The listening IP address of the local portal server is the IP address of a Layer 3 interface on the access device that can communicate with the portal client. Usually, it is a Loopback interface's IP address.
The access device and the RADIUS server exchange RADIUS packets to authenticate the user.
If the user passes RADIUS authentication, the local portal server pushes a logon success page to the authentication client.
Authorized VLAN
Layer 2 portal authentication supports VLAN assignment by the authentication server. After a user passes portal authentication, if the authentication server is configured with an authorized VLAN for the user, the authentication server assigns the authorized VLAN to the access device. Then, the access device adds the user to the authorized VLAN and generates a MAC VLAN entry. If the authorized VLAN does not exist, the access device first creates the VLAN.
By deploying the authorized VLAN assignment function, you can control which authenticated users can access which network resources.
Auth-Fail VLAN
The Auth-Fail VLAN feature allows users failing authentication to access a VLAN that accommodates network resources such as the patches server, virus definitions server, client software server, and anti-virus software server, so that the users can upgrade their client software or other programs. Such a VLAN is called an Auth-Fail VLAN.
Layer 2 portal authentication supports Auth-Fail VLAN on a port that performs MAC-based access control. With an Auth-Fail VLAN configured on a port, if a user on the port fails authentication, the access devices creates a MAC VLAN entry based on the MAC address of the user and adds the user to the Auth-Fail VLAN. Then, the user can access the non-HTTP resources in the Auth-Fail VLAN, and all HTTP requests of the user will be redirected to the authentication page. If the user passes authentication, the access device adds the user to the assigned VLAN or return the user to the initial VLAN of the port, depending on whether the authentication server assigns a VLAN. If the user fails the authentication, the access device keeps the user in the Auth-Fail VLAN. If an access port receives no traffic from a user in the Auth-Fail VLAN during a specified period of time (90 seconds by default), it removes the user from the Auth-Fail VLAN and adds the user to the initial VLAN of the port.
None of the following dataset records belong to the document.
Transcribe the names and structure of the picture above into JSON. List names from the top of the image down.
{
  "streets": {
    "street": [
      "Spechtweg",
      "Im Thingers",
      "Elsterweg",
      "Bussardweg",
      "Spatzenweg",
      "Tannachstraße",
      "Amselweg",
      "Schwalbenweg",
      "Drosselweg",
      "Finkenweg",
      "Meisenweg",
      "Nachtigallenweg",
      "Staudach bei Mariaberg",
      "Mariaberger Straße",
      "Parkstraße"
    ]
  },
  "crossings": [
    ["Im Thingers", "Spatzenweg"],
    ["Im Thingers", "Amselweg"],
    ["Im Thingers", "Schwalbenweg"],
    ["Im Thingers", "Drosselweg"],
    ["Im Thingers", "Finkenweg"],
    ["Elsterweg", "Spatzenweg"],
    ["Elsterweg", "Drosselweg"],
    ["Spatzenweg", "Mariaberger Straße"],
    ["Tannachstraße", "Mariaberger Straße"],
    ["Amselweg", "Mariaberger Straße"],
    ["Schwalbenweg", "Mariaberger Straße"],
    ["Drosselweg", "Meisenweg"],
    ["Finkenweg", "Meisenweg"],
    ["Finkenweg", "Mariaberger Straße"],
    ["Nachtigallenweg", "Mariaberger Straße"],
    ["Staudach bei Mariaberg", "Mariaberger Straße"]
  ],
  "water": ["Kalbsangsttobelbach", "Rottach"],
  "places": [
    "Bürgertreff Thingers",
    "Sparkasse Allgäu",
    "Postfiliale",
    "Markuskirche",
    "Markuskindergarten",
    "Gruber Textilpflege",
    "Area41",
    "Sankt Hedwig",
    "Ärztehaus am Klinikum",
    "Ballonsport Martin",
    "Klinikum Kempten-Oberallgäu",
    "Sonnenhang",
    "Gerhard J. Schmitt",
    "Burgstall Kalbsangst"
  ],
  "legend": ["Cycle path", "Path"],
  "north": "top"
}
![[NOTE: ]](images/note.png) | NOTE: After a user is added to the authorized VLAN or Auth-Fail VLAN, the IP address of the client needs to be automatically or manually updated to make sure that the client can communicate with the hosts in the VLAN. | |
Assignment of authorized ACLs
The device can use ACLs to control user access to network resources and limit user access rights. With authorized ACLs specified on the authentication server, when a user passes authentication, the authentication server assigns an authorized ACL for the user, and the device filters traffic from the user on the access port according to the authorized ACL. You must configure the authorized ACLs on the access device if you specify authorized ACLs on the authentication server. To change the access right of a user, specify a different authorized ACL on the authentication server or change the rules of the corresponding authorized ACL on the device.